Ukraine paused rate meeting decisions after the start of the war, keeping rates on hold at 10%, but was forced to put through a massive 1,500bp hike in June to bring the prime rate to 25% as a result of the war pressures.

After Ukraine’s lead in 2021, most central banks in the region have followed suit with a string of rate hikes, starting in the second quarter of 2021.

“Aside from Russia, where the CBR has cut its key policy rate as the ruble recovered under extraordinary circumstances, Turkey’s monetary policy response is the exception to the regional monetary tightening. The CBRT began its post-COVID hiking cycle earlier than regional peers but has since reversed course with cumulative rate cuts of 500bps,” the IIF analysts say.

But these rate hikes seem to have been ineffective. IIF reports that tighter financial conditions notwithstanding, core inflation has also continued to rise across the region, “signalling in part a pass-through effect from rising food and energy prices, especially in the Czech Republic, Poland, Romania and Turkey,” say Ulku and Hilgenstock.

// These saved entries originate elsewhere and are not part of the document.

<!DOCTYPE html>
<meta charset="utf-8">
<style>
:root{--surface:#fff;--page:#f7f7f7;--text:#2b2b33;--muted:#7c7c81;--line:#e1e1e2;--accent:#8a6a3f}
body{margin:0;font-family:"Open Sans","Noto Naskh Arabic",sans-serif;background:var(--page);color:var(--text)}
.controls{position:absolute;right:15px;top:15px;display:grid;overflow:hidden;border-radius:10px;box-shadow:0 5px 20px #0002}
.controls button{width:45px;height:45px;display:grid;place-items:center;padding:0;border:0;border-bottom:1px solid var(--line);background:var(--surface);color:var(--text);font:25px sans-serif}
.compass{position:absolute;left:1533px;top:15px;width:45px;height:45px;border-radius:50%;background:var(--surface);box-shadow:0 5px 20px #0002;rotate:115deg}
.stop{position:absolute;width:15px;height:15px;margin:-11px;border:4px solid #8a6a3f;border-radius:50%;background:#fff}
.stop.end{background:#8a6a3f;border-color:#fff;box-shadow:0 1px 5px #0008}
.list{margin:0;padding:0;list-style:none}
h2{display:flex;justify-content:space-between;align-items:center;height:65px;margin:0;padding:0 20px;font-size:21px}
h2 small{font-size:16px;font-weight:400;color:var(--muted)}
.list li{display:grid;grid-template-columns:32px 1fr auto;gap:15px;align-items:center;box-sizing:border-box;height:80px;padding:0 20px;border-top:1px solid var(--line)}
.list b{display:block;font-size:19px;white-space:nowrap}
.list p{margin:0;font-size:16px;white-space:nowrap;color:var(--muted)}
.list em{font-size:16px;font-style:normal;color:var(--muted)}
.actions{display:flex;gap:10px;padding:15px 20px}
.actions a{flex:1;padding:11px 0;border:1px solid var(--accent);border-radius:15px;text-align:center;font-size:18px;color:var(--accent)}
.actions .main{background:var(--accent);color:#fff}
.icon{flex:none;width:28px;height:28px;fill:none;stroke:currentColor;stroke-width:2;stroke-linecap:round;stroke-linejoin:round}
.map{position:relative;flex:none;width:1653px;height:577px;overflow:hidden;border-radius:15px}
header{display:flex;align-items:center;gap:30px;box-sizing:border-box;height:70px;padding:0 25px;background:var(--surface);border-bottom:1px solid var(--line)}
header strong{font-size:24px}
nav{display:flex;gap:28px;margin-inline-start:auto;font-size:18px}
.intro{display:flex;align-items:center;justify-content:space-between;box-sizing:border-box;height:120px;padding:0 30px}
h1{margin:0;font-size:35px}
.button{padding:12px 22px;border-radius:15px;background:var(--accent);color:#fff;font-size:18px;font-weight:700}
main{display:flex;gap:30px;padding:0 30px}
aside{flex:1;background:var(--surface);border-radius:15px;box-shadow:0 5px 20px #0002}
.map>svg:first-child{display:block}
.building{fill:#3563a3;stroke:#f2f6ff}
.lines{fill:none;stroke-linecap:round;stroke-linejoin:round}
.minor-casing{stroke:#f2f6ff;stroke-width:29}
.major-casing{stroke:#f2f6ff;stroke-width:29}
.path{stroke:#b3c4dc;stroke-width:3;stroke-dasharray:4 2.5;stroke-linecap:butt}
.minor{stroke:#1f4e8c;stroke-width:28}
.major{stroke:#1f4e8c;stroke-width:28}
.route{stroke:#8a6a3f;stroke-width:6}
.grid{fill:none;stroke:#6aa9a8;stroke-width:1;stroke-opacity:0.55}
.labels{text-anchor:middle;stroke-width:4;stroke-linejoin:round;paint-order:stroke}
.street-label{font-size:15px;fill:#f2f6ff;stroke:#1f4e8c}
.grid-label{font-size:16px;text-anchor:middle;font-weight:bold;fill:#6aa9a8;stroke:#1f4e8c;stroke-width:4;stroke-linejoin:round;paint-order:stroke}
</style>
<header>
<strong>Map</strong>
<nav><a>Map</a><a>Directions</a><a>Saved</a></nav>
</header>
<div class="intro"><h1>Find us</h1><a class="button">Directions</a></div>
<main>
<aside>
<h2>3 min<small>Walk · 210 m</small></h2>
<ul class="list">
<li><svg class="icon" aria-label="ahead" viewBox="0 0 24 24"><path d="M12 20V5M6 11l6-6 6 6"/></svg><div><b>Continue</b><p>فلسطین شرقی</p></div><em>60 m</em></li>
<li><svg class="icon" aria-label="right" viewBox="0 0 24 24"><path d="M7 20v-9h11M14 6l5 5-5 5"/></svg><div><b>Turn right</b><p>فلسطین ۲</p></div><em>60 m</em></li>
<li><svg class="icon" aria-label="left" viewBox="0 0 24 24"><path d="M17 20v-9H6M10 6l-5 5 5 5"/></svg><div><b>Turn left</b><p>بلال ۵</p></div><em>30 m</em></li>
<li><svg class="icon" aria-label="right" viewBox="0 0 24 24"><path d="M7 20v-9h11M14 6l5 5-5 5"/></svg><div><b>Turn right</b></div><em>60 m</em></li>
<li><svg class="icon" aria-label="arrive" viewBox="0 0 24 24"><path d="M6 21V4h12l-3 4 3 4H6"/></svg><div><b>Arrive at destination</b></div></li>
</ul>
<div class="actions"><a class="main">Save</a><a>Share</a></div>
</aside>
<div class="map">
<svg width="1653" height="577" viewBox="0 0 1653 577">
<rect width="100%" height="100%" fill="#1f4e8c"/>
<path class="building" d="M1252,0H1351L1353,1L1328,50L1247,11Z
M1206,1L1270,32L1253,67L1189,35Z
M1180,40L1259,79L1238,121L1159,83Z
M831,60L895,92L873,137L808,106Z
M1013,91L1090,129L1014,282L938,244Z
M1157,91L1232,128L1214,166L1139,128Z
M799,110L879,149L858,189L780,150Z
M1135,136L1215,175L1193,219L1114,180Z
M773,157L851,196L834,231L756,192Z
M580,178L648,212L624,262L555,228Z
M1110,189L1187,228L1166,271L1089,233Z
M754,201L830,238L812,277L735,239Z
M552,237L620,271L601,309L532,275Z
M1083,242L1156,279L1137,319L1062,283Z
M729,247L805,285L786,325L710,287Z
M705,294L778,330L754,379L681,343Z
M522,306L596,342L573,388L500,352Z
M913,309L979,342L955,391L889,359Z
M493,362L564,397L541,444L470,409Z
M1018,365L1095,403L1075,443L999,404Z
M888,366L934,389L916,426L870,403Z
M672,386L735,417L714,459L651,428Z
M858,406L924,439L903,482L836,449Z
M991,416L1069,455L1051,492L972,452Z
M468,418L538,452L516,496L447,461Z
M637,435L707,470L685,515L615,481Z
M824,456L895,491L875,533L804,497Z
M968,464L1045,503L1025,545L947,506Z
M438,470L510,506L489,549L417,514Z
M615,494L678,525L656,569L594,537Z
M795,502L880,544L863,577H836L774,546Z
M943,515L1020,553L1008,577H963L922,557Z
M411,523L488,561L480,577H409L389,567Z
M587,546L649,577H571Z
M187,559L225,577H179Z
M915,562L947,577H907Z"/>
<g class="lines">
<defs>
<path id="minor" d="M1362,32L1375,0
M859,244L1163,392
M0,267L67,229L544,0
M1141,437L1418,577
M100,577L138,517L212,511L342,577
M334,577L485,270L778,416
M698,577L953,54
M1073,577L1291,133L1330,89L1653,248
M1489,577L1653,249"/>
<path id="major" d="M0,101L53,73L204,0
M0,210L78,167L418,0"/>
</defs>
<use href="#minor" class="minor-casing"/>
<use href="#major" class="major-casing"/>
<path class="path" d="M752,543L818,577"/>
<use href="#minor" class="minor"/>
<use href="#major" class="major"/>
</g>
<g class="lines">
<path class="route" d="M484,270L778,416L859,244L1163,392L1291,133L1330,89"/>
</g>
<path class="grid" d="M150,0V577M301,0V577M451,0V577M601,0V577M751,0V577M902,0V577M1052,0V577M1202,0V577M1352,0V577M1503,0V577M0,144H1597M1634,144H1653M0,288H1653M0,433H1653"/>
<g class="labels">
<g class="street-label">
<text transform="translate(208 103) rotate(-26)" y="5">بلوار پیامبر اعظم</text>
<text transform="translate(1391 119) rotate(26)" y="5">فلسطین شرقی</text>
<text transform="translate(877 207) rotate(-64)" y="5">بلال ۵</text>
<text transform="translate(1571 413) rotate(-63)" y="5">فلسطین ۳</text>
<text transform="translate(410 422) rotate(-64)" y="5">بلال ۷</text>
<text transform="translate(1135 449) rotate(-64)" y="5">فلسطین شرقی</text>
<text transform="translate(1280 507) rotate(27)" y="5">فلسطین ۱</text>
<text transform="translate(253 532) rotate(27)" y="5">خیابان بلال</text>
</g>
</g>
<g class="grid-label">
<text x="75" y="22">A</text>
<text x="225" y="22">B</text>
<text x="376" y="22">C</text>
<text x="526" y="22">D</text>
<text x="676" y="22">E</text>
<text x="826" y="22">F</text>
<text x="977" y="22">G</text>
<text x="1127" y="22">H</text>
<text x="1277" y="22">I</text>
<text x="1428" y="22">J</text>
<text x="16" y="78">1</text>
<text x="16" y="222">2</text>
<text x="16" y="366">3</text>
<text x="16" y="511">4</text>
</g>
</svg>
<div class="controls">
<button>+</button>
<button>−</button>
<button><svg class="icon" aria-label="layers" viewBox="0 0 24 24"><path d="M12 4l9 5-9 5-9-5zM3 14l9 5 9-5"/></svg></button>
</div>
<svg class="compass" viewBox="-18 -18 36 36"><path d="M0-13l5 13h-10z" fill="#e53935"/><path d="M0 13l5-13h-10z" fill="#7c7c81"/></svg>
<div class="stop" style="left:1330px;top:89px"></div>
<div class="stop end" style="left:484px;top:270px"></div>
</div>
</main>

Going forward, Russia’s actions in its stand-off with the West will play a key role in what happens to price dynamics in the rest of the year. Gazprom reduced flows of gas to Europe by 60% in June, raising the prospect of cutting supplies completely ahead of this winter’s heating season and triggering another gas crisis that will send energy prices sky-rocketing.

Much uncertainty remains, and Germany's vice chancellor said on June 30 he suspects that Russia may not resume natural gas deliveries to Europe through the Nord Stream 1 pipeline after planned maintenance work in July. Russia has also reduced gas flows to Italy, Austria, the Czech Republic and Slovakia in June, just as European Union countries scramble to refill storage facilities to 80% by an October 1 deadline. Gazprom blamed the reduction in gas flows on Western sanctions that made it impossible to repair a broken compressor unit. Vice Chancellor Robert Habeck said a “blockade” of the pipeline is possible starting July 11, when the annual maintenance work on Nord Stream 1 is due to start, which usually lasts about 10 days.

Rising inflation is also linked to labour market dynamics and the fall in unemployment after the pandemic petered out in 2021. But the tightening of labour markets is one place where the war in Ukraine will help reduce price pressure. The polycrisis is hitting global growth and the World Bank cut its global growth outlook, released in June, almost in half to 2.8% of this year. Labour markets were already tightening in the last part of 2021, but this year economic cooling will reduce that pressure, says IIF.

“The magnitude of output losses and increases in unemployment will, to a large extent, depend on countries’ ability to continue to access Russian energy exports in the coming months,” IIF says. “A further reduction of energy (and food) supplies from Russia (and Ukraine) would also intensify upward pressure on food and energy inflation in the near term, more than offsetting easing demand pressures on core inflation dynamics.”

Currently a majority of central banks in the CEEMEA region are behind the curve in the battle to bring down inflation leading to the prospect of more growth-killing rate hikes.

“However, with output set to fall and unemployment to rise, this will become much more politically difficult to implement, especially in Poland and Turkey, where elections are set to take place in 2023. Current market pricing of terminal policy interest rates implies the expectation of a moderate growth slowdown,” the IIF’s Ulku and Hilgenstock said.

“In our view, however, the CEEMEA region will face a much more severe growth slowdown in 2022. This would mean, in essence, lower terminal rates as well as earlier and faster rate cuts than currently priced,” the IIF’s Ulku and Hilgenstock concluded.